• _DATA SUPPLIED_

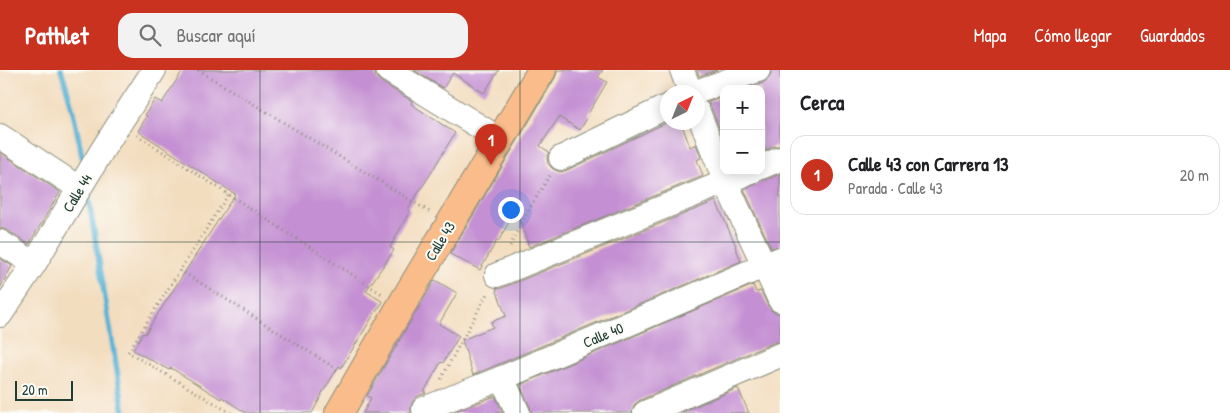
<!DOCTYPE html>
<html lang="es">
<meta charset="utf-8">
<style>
body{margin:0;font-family:"Patrick Hand",sans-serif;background:#f2f2f2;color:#202124}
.controls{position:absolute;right:15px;top:15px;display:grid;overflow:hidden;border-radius:10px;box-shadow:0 2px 12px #0003}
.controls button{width:45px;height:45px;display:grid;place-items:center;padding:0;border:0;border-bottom:1px solid #e0e0e0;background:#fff;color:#202124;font:25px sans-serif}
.compass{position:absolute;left:660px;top:15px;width:45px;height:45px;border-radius:50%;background:#fff;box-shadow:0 2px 12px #0003;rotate:43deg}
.scale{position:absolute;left:15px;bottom:12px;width:58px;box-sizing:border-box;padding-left:5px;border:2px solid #1f3d34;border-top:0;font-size:14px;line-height:18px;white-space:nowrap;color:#1f3d34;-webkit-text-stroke:4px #fdfcf7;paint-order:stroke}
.you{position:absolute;left:510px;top:139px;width:18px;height:18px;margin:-12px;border:4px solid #fff;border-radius:50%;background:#1a73e8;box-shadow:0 0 0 8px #1a73e833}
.badge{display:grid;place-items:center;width:32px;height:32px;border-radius:50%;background:#c8321e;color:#fff;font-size:16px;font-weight:700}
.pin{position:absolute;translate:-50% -41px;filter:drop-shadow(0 1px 2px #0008)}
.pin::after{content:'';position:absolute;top:26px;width:18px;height:15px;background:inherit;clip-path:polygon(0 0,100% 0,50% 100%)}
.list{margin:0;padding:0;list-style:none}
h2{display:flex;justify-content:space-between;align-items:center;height:65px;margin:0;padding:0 20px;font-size:21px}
h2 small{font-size:16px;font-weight:400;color:#757577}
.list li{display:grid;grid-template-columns:32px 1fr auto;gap:15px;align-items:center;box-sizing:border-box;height:80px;margin:0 10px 10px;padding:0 10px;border:1px solid #e0e0e0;border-radius:15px}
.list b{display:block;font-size:19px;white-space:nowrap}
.list p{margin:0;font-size:16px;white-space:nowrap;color:#757577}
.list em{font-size:16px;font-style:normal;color:#757577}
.icon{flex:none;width:28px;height:28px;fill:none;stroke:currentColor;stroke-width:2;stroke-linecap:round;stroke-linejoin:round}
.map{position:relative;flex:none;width:780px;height:343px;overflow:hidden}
header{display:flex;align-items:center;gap:30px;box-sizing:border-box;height:70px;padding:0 25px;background:#c8321e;color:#fff}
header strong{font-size:24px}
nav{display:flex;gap:28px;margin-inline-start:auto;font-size:18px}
.search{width:350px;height:45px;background:#f2f2f2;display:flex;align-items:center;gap:12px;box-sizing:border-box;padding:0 18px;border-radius:15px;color:#757577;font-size:19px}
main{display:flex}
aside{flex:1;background:#fff}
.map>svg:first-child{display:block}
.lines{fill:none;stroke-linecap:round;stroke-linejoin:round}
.stream{stroke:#58b3d6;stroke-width:5.5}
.building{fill:#c490d3}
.minor-casing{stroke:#898d7a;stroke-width:26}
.major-casing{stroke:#898d7a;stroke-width:30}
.path{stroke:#898d7a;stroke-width:3;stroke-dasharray:1 4;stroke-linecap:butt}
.minor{stroke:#fff;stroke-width:24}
.major{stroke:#f9bc8a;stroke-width:28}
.grid{fill:none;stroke:#1f3d34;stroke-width:1;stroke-opacity:0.55}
.labels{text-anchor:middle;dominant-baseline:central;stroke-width:4;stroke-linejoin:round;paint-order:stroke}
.street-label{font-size:15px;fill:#1f3d34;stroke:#fdfcf7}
</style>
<header>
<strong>Pathlet</strong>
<div class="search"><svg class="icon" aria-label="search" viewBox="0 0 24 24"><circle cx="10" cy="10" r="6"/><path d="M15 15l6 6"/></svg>Buscar aquí</div>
<nav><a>Mapa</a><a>Cómo llegar</a><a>Guardados</a></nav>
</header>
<main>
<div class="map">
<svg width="780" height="343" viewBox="0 0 780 343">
<rect width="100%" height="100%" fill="#fdfcf7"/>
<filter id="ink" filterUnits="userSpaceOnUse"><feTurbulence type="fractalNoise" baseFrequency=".02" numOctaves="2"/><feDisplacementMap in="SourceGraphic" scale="10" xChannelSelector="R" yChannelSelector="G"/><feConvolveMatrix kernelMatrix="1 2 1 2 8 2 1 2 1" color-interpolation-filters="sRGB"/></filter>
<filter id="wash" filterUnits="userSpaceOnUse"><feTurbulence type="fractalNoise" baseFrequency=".0096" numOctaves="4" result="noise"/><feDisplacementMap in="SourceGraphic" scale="20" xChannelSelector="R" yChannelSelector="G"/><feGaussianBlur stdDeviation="1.12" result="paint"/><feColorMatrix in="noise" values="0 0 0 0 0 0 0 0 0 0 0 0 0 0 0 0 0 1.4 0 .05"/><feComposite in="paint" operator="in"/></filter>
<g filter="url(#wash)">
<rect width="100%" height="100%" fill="#f3ddbf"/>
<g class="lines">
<g class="stream">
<path d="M 61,0 C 72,32 78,64 84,98"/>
<path d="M 87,119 L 124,343"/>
</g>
</g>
<g id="blocks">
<g class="building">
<path d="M 183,0 L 374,0 L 376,7 L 381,12 L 412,31 L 411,34 L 455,63 L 435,96 L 435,97 L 408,139 L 410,141 L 390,177 L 394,180 L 366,221 L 383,232 L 373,246 L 341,298 L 339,296 L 321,325 L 322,325 L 312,343 L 246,343 L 222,327 L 221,329 L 171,298 L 169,300 L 133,280 L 143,263 L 145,264 L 235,124 L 138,61 L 147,46 L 145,45 L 155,29 L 162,33 Z"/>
<path d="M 414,0 L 499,0 L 484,23 L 453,3 L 443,18 Z"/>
<path d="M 558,0 L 603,0 L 598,7 L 607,12 L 588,44 L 589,45 L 580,60 L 559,47 L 540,76 L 549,82 L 547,88 L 548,94 L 553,99 L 560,102 L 567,100 L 668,52 L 681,52 L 690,77 L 696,74 L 701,88 L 697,90 L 703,106 L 529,177 L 516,139 L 498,172 L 497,170 L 480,200 L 450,184 L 555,8 Z"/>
<path d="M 697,0 L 717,0 L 699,6 Z"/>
<path d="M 771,0 L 780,0 L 780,76 L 775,76 L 761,82 L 761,19 L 746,19 L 763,13 L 768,9 L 771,3 Z"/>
<path d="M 724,27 L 724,70 L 711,37 L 708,32 Z"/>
<path d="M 0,82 L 60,122 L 29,174 L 7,160 L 0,158 Z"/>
<path d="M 780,104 L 780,176 L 771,178 L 744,119 L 757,114 L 762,110 L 766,110 Z"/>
<path d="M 716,131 L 736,176 L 735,176 L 741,191 L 473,305 L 462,270 L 493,257 L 491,252 L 506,246 L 496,219 L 502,218 Z"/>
<path d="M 0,188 L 12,196 L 0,218 Z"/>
<path d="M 435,210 L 457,223 L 439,254 L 459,266 L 443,293 L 441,292 L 424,322 L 426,323 L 418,326 L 413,331 L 411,337 L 411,343 L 363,343 L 371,328 L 367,326 Z"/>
<path d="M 753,215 L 756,222 L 761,221 L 768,236 L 772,241 L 780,244 L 780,272 L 775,272 L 640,330 L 634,335 L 632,343 L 532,343 L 530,337 L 520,315 Z"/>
<path d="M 738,318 L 749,343 L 680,343 Z"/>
<path d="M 495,326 L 503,343 L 451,343 Z"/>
</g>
</g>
</g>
<g filter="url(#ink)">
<use href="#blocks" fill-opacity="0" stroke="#898d7a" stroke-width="1"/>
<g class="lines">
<defs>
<g id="minor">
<path d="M 388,0 L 501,70"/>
<path d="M 682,0 L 690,22"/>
<path d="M 696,22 L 758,0"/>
<path d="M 698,42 L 726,113 L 780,230"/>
<path d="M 0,66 L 79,118"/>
<path d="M 561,88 L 668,36"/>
<path d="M 761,97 L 780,89"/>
<path d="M 0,172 L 34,194"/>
<path d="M 497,205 L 752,101"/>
<path d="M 0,245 L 34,194 L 103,79 L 154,0"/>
<path d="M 502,308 L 518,343"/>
<path d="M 424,339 L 502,308 L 780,189"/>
<path d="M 645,343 L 780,285"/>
</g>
<path id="major" d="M 339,343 L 401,236 L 542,0"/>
</defs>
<use href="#minor" class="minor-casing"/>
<use href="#major" class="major-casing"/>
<g class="path">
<path d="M 198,0 L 430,142"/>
<path d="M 137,65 L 382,224"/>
<path d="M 228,125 L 128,282 L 231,343"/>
<path d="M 510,176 L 523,149 L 550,105"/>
<path d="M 180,200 L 338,300"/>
<path d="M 441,309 L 488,222"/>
</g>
<use href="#minor" class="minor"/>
<use href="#major" class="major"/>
</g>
</g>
<path class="grid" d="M 260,0 L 260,343M 520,0 L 520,343M 0,172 L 780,172"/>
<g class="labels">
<g class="street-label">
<text transform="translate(77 123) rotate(-59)">Calle 44</text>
<text transform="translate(440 171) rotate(-59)">Calle 43</text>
<text transform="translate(603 265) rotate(-23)">Calle 40</text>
</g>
</g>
</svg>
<div class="controls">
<button>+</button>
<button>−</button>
</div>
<svg class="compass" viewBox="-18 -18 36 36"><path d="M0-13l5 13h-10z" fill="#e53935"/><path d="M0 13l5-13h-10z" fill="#757577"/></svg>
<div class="scale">20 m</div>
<div class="you"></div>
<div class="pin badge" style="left:491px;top:95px">1</div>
</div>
<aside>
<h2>Cerca<small></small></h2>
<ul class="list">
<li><span class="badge">1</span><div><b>Calle 43 con Carrera 13</b><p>Parada · Calle 43</p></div><em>20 m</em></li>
</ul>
</aside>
</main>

• _PROBLEM DESCRIPTION_
Going through the material, how many lines contain the word "xChannelSelector"? Please give only the number.

• _ANSWER BELOW_
2